The imperial pigeon is a large species of forest pigeon found in India. It is a resident breeding bird of southern Asia, ranging from India to Indonesia, and is one of the most common pigeons in the world. The range of the imperial pigeon bird, which is an arboreal dove, also includes southern India and Sri Lanka.
Pigeon With A Pin-Tailed Tail:
The pin-tailed pigeon is a rare species of these pigeons with mainly yellowish-green plumage and pointed tail feathers. It is the only pigeon that may be seen in the wild. This bird, Treron apicauda, may be found in the Indian states of the North East and Laos, Myanmar, and Vietnam.
Green Pigeon With A Grey-Fronted Head:
This type of grey-fronted green pigeon is another magnificent bird found in India’s deep and dense forests of the Western Ghats mountains. It is typically seen alone or in small groups and is one of the most endangered birds in the world. They are also members of the Pompadour pigeon species complex, including the Ashy-headed Pigeon and the Andaman pigeon found in India.
Green Pigeons With An Ashy Head:
Ashy-headed pigeons, found in northeast India and a pompadour pigeon complex member, have an ashy-headed appearance. Nepal, Bangladesh, Myanmar, Thailand, and Laos have all reported sightings of the pigeon from the genus Treron. Photograph courtesy of Sanji gIfs.
The Green Pigeons Of The Andaman Islands:
The Andaman pigeon is a species of pigeon that is only found on the islands of Andaman and Nicobar, and it is one of six species that make up the pompadour green pigeon complex. It is only found on the islands of Andaman and Nicobar. The pigeon of the Andaman Islands subsists mostly on the fruits of a broad range of plants.
Green Pigeons With White Belly:
In India, the white-bellied pigeon is a relatively unknown bird species, notable for its unique habit of consuming saltwater while drinking freshwater. This species of pigeon belongs to the Columbidae family and may be found from Thailand to Japan, as well as in India and Vietnam.

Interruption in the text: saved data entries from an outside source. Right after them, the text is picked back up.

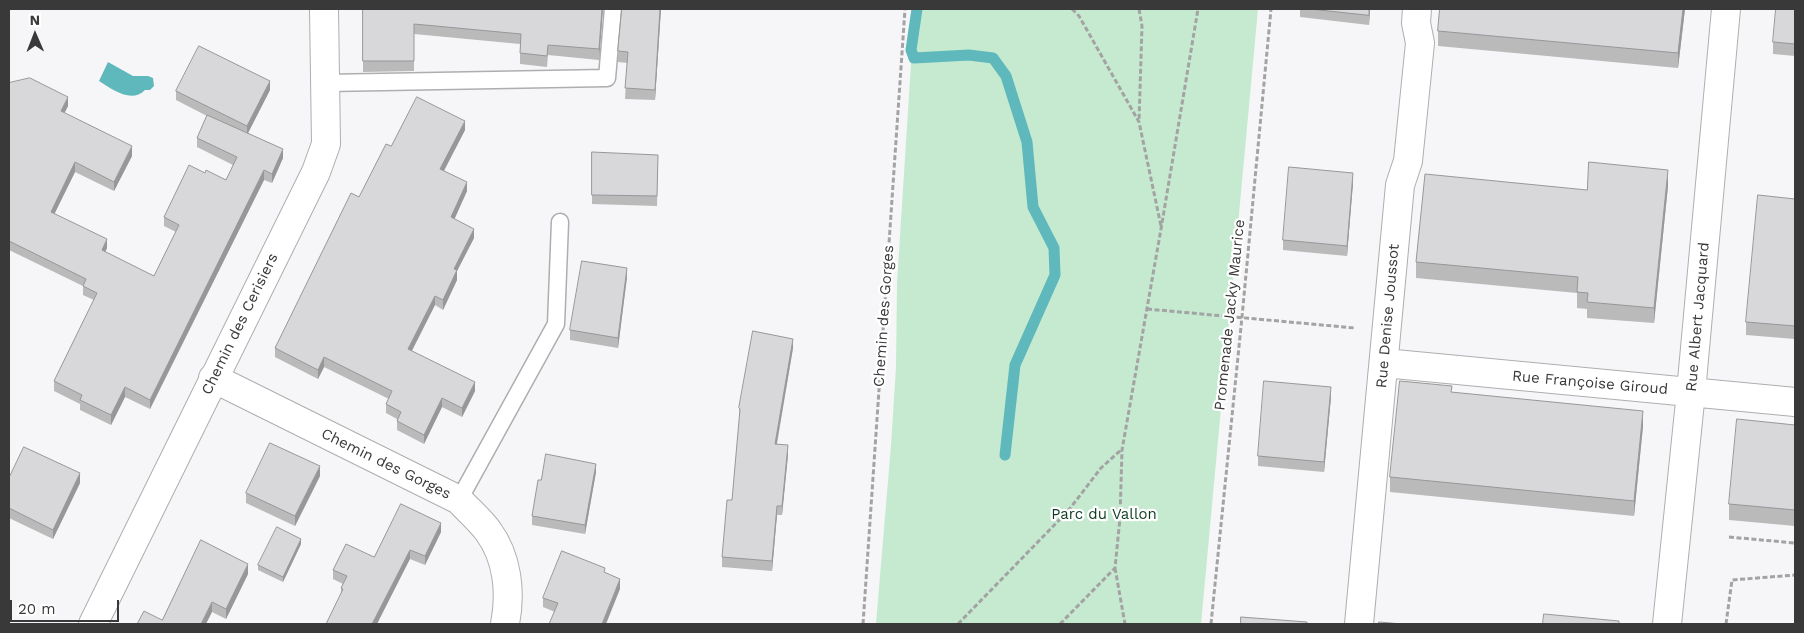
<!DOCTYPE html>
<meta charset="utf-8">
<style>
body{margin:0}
#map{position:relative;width:1804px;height:633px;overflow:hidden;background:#f6f6f8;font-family:"Work Sans",sans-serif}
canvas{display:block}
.frame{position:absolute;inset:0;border:10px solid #39393a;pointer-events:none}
.north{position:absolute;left:10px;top:10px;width:50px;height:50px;-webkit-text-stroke:4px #fff;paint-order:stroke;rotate:359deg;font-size:14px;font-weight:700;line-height:20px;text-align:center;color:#39393a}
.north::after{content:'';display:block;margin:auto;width:18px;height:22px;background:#39393a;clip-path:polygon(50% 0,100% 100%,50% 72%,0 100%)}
.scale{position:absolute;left:10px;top:600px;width:109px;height:22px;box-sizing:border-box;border:2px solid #39393a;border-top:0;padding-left:6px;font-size:15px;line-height:18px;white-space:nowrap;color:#39393a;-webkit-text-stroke:4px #fff;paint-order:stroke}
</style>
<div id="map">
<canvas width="1804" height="633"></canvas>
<div class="frame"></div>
<div class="north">N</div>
<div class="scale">20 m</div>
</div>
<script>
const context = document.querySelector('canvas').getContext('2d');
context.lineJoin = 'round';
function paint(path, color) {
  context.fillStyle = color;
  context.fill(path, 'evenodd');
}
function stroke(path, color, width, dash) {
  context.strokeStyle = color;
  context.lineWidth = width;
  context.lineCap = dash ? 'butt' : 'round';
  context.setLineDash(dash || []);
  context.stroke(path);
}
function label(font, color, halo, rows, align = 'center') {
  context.font = font + ' "Work Sans",sans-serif';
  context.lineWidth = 4.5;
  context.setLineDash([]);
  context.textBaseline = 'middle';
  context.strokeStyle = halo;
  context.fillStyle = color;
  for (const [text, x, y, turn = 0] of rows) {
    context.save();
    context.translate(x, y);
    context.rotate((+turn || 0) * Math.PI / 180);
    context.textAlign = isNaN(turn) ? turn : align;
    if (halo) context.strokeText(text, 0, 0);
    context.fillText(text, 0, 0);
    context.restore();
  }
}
const green = new Path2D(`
 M918 9H1258L1201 624H876L891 445 896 367 897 283 912 48Z`);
const water = new Path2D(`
 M108 62 133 76H148L153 78 154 86 150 90H145C131 104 112 89 99 81Z`);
const stream = new Path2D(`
 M917 9 911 50 914 58 969 55 993 58 1006 76 1027 142 1033 207 1054 248 1055 275 1015 365 1005 455`);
const path = new Path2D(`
 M1072 9 1079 16 1139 122 1161 226
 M1139 9 1142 26 1139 121
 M1147 309 1355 328
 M1729 537 1795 543
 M1115 568 1125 624
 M863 624 905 9
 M958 624 1068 511 1101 468 1121 450
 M1060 624 1115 568 1120 518 1122 450 1161 229 1198 9
 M1211 624 1242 317 1271 9
 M1726 624 1732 580 1795 575`);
const service = new Path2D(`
 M326 83 607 78 613 9
 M459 500 556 324 560 222`);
const minor = new Path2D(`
 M1384 363 1795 402
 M213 378 459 500C468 510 480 520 488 531 508 558 511 593 505 624
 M93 624 316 172 326 144 324 9
 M1359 624 1400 185 1408 161 1420 43 1416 23 1417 9
 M1667 624 1691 392 1726 9`);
const wall = new Path2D(`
 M363 9H603L599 60 548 55 547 67 520 64V44L414 34V71L363 72Z
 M622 9H661L655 100 625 99 627 63 618 62V51Z
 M1300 9H1370L1369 25 1300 17Z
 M1440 9H1685L1678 68 1438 46V31Z
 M1795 9V56L1773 54V42Z
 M9 83 68 106 64 113 132 156 114 191 75 172 54 214 107 248 105 252 154 276 176 232 164 226V217L205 173 226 180 233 165 197 147V138L207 116 176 100V91L270 90 248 133 283 158 272 183 264 180 150 409 125 397 111 425 80 410V404L54 391V381L94 300 83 295V286L9 250Z
 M465 130 444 171 467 191 454 219 474 238 457 271V280L443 310 435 305 412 351 475 391 462 417 442 407 424 444 397 430V419L386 413V404L389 399 324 367 318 379 275 357V348L359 197 391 146Z
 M592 152 658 164 657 206 592 204Z
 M1353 183 1347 256 1283 250V240Z
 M1668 186 1654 323 1587 318V309L1577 308V293L1416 278V262L1587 190Z
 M1795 199V339L1746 335V322Z
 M627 277 618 348 570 340V330Z
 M793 348 777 444 788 455 782 515H777L772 571 722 567V557L732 500 740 418 739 408Z
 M1452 392 1643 426 1634 516 1390 492V477Z
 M1331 397 1324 472 1258 466V456Z
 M1795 425V526L1729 520V504Z
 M596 472 585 534 532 525V516L541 480Z
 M320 476 295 526 246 503V493Z
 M9 478 80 483 53 539 9 518Z
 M441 532 425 565 410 559 341 594V588L343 584 333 579V570L374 557Z
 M301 544 283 582 258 570V565Z
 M605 573 620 589 555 612 543 607V598Z
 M248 574 226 619 212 612 162 620Z`);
const shadedWall = new Path2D(`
 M602 9H603L599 60V49Z
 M660 9H661L655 100V90Z
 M1369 9H1370L1369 25Z
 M1683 9H1685L1678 68V53Z
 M270 81V90L247 135V126Z
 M68 97V106L61 120V111Z
 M465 121V130L440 178V169Z
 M132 146V156L114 191V182Z
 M283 149V158L272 183V174Z
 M75 162V172L51 221V212Z
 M264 170V180L150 409V400Z
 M1668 170V186L1654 323V308Z
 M1353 173V183L1347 256V246Z
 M467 182V191L451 227V217Z
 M474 229V238L457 271V280L443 310V300L454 269Z
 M107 239V248L102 259V250Z
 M627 268V277L618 348V338Z
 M435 296V305L408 358V349Z
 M793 339V348L775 453V444Z
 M324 357V367L318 379V370Z
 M475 382V391L462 417V408Z
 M125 387V397L111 425V415Z
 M1331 387V397L1324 472V462Z
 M442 398V407L424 444V435Z
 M1643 411V426L1634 516V501Z
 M788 445V455L782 515V506Z
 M596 464V472L585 534V525Z
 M320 466V476L295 526V516Z
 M80 473V483L53 539V530Z
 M777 506V515L772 571V561Z
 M441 523V532L425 565V556Z
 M301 539V544L283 582V577Z
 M410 550V559L377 624H372Z
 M248 564V574L226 619V609Z
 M620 579V589L606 624H602Z
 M212 602V612L206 624H201Z`);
const building = new Path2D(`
 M363 9H602L599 49 548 45 547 56 520 53 521 34 414 24V61H363Z
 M622 9H660L655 90 625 88 628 52 618 51Z
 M1310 9H1369V15Z
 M1440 9H1683L1678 53 1438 31Z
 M1776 9H1795V44L1773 42Z
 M199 46 270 81 247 126 176 91Z
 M30 78 68 97 61 111 132 146 114 182 75 162 51 212 107 239 102 250 154 276 179 225 164 217 189 165 205 173 206 170 226 180 237 157 197 138 207 115 283 149 272 174 264 170 150 400 125 387 111 415 80 400 82 395 54 381 97 293 83 286 86 279 9 241V83Z
 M417 97 465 121 440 169 467 182 451 217 474 229 454 269 457 270 443 300 435 296 408 349 475 382 462 408 442 398 424 435 397 421 401 412 386 404 392 391 324 357 318 370 275 348 351 193 359 197 386 144 391 146Z
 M592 152 658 155 657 196 592 195Z
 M1589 162 1668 170 1654 308 1587 302 1588 293 1577 292 1578 277 1416 262 1425 174 1587 190Z
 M1289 167 1353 173 1347 246 1283 240Z
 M1758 195 1795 199V326L1746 322Z
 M582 261 627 268 618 338 570 330Z
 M753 331 793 339 775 444 788 445 782 506H777L772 561 722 557 727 500H732L740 409 739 408Z
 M1264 381 1331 387 1324 462 1258 456Z
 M1400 381 1452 386 1451 392 1643 411 1634 501 1390 477Z
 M1737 419 1795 425V510L1729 504Z
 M270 443 320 466 295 516 246 493Z
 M24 447 80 473 53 530 9 508V478Z
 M546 454 596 464 585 525 532 516 538 480H541Z
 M401 504 441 523 425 556 410 550 372 624H326L343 589 341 588 347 576 333 570 346 544 374 557Z
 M277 527 301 539 283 577 258 565Z
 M201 540 248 564 226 609 212 602 201 624H137L144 611 162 620Z
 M562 551 605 568 604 572 620 579 602 624H549L558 603 543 598Z
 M1544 614 1619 621V624H1543Z
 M1241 617 1307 622V624H1241Z
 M1379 622 1402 624H1379Z`);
const streetNames = [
 ["Promenade Jacky Maurice",1230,315,-84],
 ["Chemin des Gorges",884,316,-86],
 ["Rue Denise Joussot",1388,316,-85],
 ["Rue Albert Jacquard",1698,317,-85],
 ["Chemin des Cerisiers",240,324,-64],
 ["Rue Françoise Giroud",1590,383,5],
 ["Chemin des Gorges",386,464,26]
];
const parkNames = [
 ["Parc du Vallon",1104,515]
];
paint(green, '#c5ead0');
paint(water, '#5eb8bc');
stroke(stream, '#5eb8bc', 11);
stroke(service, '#aeaeb0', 19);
stroke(minor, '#aeaeb0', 30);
stroke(path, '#a3a3a4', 3, [5, 2.5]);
stroke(service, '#fff', 16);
stroke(minor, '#fff', 28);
paint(wall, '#bababb');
paint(shadedWall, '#979799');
paint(building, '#d8d8da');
stroke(building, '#979799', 1);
label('15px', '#39393a', '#fff', streetNames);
label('15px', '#0a3b20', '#fff', parkNames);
</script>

Yellow-Footed Green Pigeon:
The yellow-footed pigeon (Treron phoenicoptera), sometimes known as the yellow-legged pigeon, is a widespread species of pigeon found across the Indian Subcontinent, except for the Himalayas. In Marathi, this is referred to as Hola or Nariyal. The species exists mostly on fruit, which includes several kinds of Ficus.
They forage in large groups. It is common to observe them sunbathing on the tops of emergent trees in thick woodland settings, especially in the early morning. They are most often seen in pairs on tree branches, although they may sometimes be found alone.